There is a permeating sense of ambivalence when one takes a critical look at African childhood. Children are variously cherished and adored and given their rightful place, yet exigencies of their society often generate a palpable sense of vulnerability. Consequently, a dismal picture that emerges in the global conception of African childhood is one steeped in negativities, exemplified by high infant and child mortality, victimhood in war and epidemics, physical and psychological abuse, detrimental work, exploitation, etc. The preoccupation with problems and constraints fits into the discourse of Afro-pessimism routinely portrayed in the global media. The impact of this portrayal is so pervasive that even research and scholarship on African children routinely tends towards a uniform childhood defined by existential challenges.

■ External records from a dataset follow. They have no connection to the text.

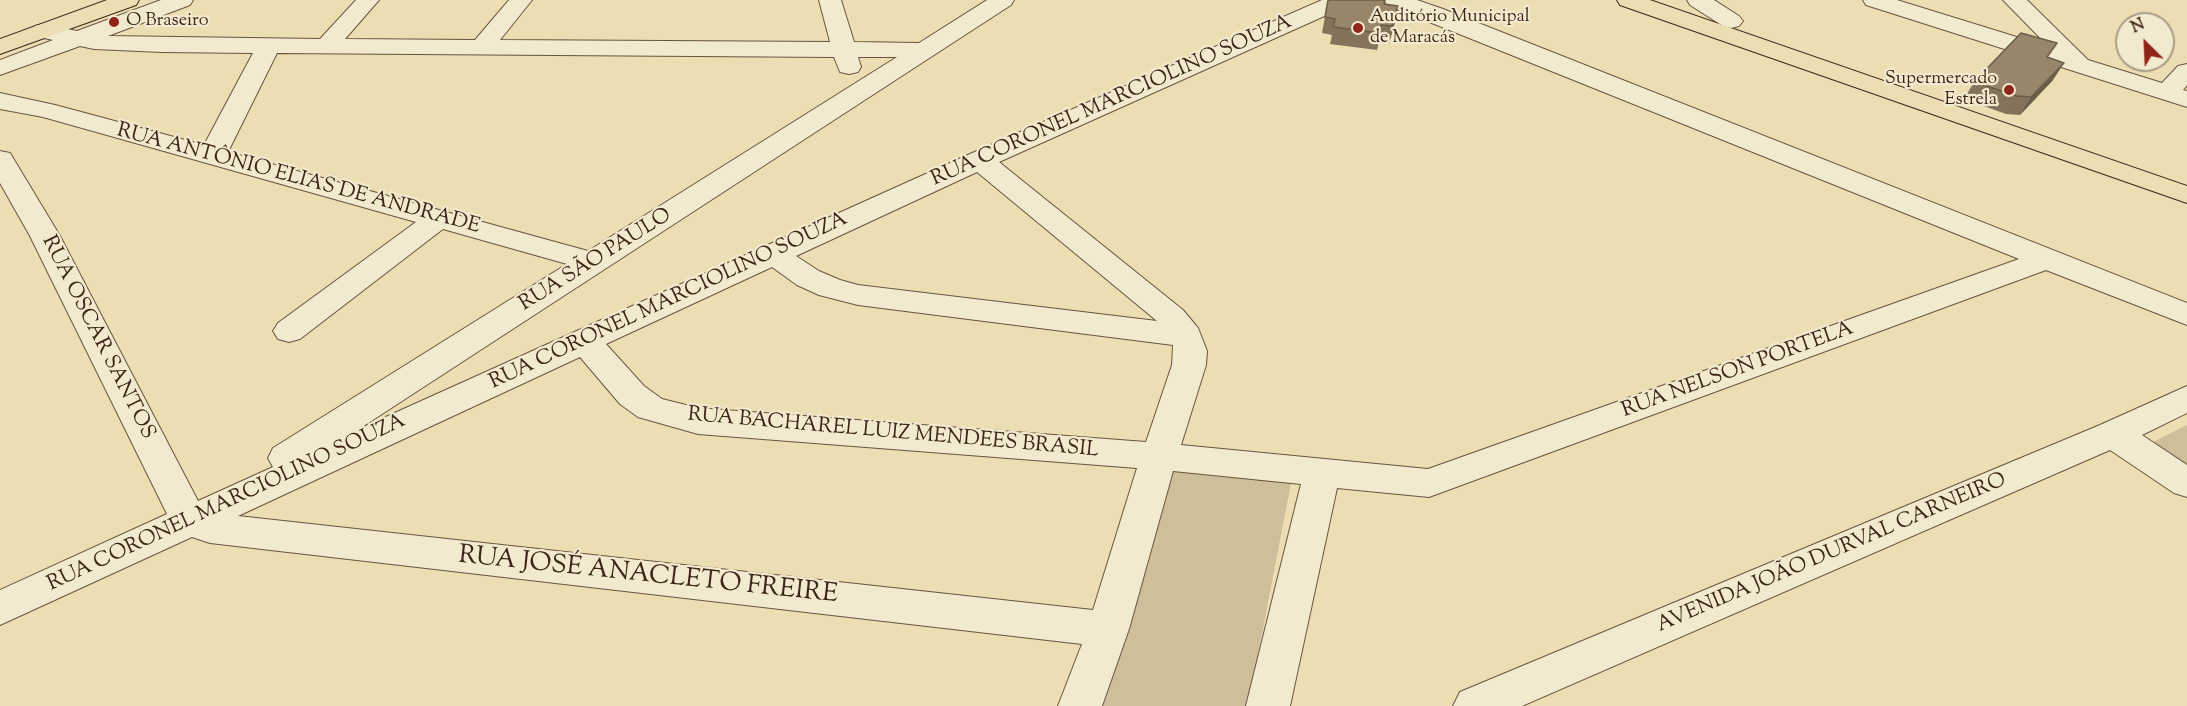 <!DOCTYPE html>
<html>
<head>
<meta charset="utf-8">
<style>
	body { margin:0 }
	#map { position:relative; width:2187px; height:706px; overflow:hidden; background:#ebdeb3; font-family:"Sorts Mill Goudy",serif }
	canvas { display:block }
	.north { position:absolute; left:2115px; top:12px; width:60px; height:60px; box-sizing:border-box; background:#f2eace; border:2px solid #a99c86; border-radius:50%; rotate:336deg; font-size:16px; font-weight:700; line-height:24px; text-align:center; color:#3c2619 }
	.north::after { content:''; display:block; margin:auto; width:21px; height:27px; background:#8f2418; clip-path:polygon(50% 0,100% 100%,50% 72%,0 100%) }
</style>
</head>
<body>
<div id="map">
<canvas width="2187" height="706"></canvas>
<div class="north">N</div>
</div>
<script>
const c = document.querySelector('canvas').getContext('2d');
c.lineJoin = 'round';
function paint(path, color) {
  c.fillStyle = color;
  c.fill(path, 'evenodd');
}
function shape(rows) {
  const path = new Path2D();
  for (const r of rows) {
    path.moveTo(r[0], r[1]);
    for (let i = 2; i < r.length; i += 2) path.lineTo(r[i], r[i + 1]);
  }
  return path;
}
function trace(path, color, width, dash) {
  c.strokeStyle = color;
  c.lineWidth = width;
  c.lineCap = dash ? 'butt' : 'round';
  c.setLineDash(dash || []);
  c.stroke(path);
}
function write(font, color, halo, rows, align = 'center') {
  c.font = font + ' "Sorts Mill Goudy",serif';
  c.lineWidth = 4.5;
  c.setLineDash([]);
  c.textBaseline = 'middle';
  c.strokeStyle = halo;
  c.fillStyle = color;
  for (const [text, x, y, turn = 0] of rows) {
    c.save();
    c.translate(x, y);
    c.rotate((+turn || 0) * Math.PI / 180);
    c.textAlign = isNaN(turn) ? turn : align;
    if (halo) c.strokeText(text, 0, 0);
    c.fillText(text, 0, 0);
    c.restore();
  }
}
paint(shape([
	[2187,425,2187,467,2151,443],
	[1174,471,1291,483,1248,706,1096,706]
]), '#cdbf99');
const minor = shape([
	[161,0,193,0,190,5,108,36,320,39,356,0,379,0,345,39,475,40,509,0,532,0,500,40,830,42,819,0,841,0,854,42,919,43,987,0,1014,0,1011,5,934,55,359,429,970,154,1322,0,1352,0,1349,5,999,162,1183,310,1198,328,1207,351,1206,365,1181,445,1428,469,2019,259,1387,5,1384,0,1417,0,1443,9,2187,303,2187,325,2046,270,1429,497,1337,488,1290,706,1246,706,1301,484,1173,471,1129,629,1102,706,1058,706,1082,644,210,543,192,537,0,625,0,590,167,514,30,236,0,183,0,151,10,153,60,236,198,501,273,467,268,458,273,448,567,264,443,229,300,339,289,342,278,339,273,331,278,323,416,222,43,117,0,109,0,93,55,105,204,145,253,53,162,52,94,49,80,46,0,75,0,60,53,40,35,36,31,31,35,26,43,24,77,31,161,0],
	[277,53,834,57,840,72,849,74,858,72,861,67,858,57,897,57,588,251,228,152,277,53],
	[977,172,1157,321,858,285,840,280,819,271,796,256,977,172],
	[772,267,797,285,819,295,858,305,1173,345,1172,365,1146,442,698,408,662,399,644,386,606,344,772,267],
	[580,357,620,404,638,417,698,434,1137,468,1093,610,238,516,580,357],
	[1687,0,1714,0,1739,16,1743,21,1739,26,1731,28,1723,26,1690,5,1687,0],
	[1863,0,1897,0,2049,47,2003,0,2027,0,2088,60,2162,83,2178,66,2187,64,2187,85,2183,90,2187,91,2187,107,1866,5,1863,0],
	[2187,386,2187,413,2142,435,2187,465,2187,497,2174,493,2110,450,1522,706,1453,706,1460,692,2100,425,2187,386]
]);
const major = shape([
	[107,0,139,0,136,5,0,54,0,39,107,0],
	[1617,0,1650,0,2187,186,2187,203,1620,5,1617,0]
]);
trace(minor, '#685440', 2);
trace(major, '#3c2619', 2);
paint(minor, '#f2eace');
paint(major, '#ebdeb3');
paint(shape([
	[1328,0,1384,4,1395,22,1389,43,1379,42,1377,50,1330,44,1332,35,1322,33],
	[2048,57,2053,80,2020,115,2006,114,1964,99,1974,82]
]), '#82735a');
paint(shape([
	[1398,6,1395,22,1389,43,1392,26],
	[2064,63,2053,80,2020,115,2031,97]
]), '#6a5e4a');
const building = shape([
	[1328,0,1385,0,1384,4,1398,6,1392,26,1381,25,1380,33,1333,27,1335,19,1325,17,1328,0],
	[2021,33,2057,43,2047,57,2064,63,2031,97,2017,96,1974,82,2021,33]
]);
paint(building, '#978669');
trace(building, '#6a5e4a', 1.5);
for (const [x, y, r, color] of [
	[114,22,6,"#8f2418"],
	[1358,28,6,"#8f2418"],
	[2009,90,6,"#8f2418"]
]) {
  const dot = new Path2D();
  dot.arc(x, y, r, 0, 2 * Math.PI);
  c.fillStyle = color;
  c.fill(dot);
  trace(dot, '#f2eace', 2);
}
write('18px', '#3c2619', '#f2eace', [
	["Auditório Municipal",1370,18],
	["de Maracás",1370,39],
	["O Braseiro",126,22],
	["Supermercado",1997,80,"right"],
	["Estrela",1997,101,"right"]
], 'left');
write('21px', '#3c2619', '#f2eace', [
	["RUA CORONEL MARCIOLINO SOUZA",1112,102,-24],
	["RUA ANTÔNIO ELIAS DE ANDRADE",298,180,15],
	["RUA SÃO PAULO",596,261,-32],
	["RUA CORONEL MARCIOLINO SOUZA",669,302,-25],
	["RUA OSCAR SANTOS",97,338,63],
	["RUA NELSON PORTELA",1738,371,-20],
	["RUA BACHAREL LUIZ MENDEES BRASIL",893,434,5],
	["RUA CORONEL MARCIOLINO SOUZA",227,504,-25],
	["AVENIDA JOÃO DURVAL CARNEIRO",1832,554,-23]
]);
write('26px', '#3c2619', '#f2eace', [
	["RUA JOSÉ ANACLETO FREIRE",648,577,6]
]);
</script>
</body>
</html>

However, childhood situated only in dimensions of vulnerability while realistic is just a partial account that fails to acknowledge the fact that Zelizer’s prized childhood, valuable more in emotional than economic terms, is also characteristic of the lives of many African children. Indeed, just as there are hardships and deprivation so are there opportunities and privileges, especially when the complex social, cultural, economic and political realities, in their multifarious and dynamic forms, are taken into consideration. Even within the dominant conception of vulnerability, there is the less-recognized but fascinating fortitude, resilience, creativity, thriving, adventurism, encapsulated in agency that many children marshal to overcome everyday challenges.
It is with this in mind that a special issue of Childhood that focuses exclusively on the multiple faces of childhood in Africa is being envisaged. The objective is to unearth and shift some of the attention of research, and discourse to the less-known but positive accounts of African children; to pluralize African childhoods, by showing that there is another side to the negativity and dysfunctional imagery. This is premised on a realization that knowledge and research on the other forms of childhoods, defined by economic and social class, geography, agency, gender, capacity of children etc., is either hidden, invisible, unacknowledged or simply non-existent.
Possible themes include how children in Africa thrive despite difficulties; the experiences of childhood and agents of social change (media, schools etc.); children and intergenerational dynamics; the role and place of children in family and community life; local conceptions, ideas and values of childhood; gendered childhoods; children’s environments; childhood, mobility and aspirations; etc.